-- Task to complete --
The answer must be every line of the records below that contains the word "data", copied out.
### Study material ###
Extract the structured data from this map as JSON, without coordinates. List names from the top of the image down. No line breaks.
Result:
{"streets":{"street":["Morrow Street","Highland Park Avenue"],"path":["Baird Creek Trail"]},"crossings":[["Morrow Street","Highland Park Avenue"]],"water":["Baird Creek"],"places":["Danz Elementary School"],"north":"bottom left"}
###
### Study material ###
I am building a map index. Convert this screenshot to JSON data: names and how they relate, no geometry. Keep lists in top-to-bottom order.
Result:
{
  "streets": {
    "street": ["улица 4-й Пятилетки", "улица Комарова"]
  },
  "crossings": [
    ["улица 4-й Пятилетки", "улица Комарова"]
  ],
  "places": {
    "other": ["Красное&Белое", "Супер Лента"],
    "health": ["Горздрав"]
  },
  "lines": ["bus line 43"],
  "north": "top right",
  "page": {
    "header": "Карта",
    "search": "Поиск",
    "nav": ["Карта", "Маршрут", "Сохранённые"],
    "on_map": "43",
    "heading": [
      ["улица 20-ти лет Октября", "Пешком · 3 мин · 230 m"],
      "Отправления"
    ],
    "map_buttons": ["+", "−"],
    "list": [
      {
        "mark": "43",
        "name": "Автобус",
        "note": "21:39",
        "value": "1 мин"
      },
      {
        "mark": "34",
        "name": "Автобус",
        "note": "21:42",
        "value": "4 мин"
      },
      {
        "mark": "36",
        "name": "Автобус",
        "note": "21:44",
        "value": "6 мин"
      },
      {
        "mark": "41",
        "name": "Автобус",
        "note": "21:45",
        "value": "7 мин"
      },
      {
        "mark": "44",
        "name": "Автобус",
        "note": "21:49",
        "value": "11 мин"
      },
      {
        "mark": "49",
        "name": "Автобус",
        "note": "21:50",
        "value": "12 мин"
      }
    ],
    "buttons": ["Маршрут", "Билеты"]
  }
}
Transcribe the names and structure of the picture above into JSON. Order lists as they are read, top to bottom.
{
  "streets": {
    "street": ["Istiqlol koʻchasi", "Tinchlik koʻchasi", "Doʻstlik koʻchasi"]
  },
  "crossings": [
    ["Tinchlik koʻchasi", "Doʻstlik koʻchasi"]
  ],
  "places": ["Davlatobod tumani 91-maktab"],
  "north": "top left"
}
###
-- Result --
Extract the structured data from this map as JSON, without coordinates. List names from the top of the image down. No line breaks.
I am building a map index. Convert this screenshot to JSON data: names and how they relate, no geometry. Keep lists in top-to-bottom order.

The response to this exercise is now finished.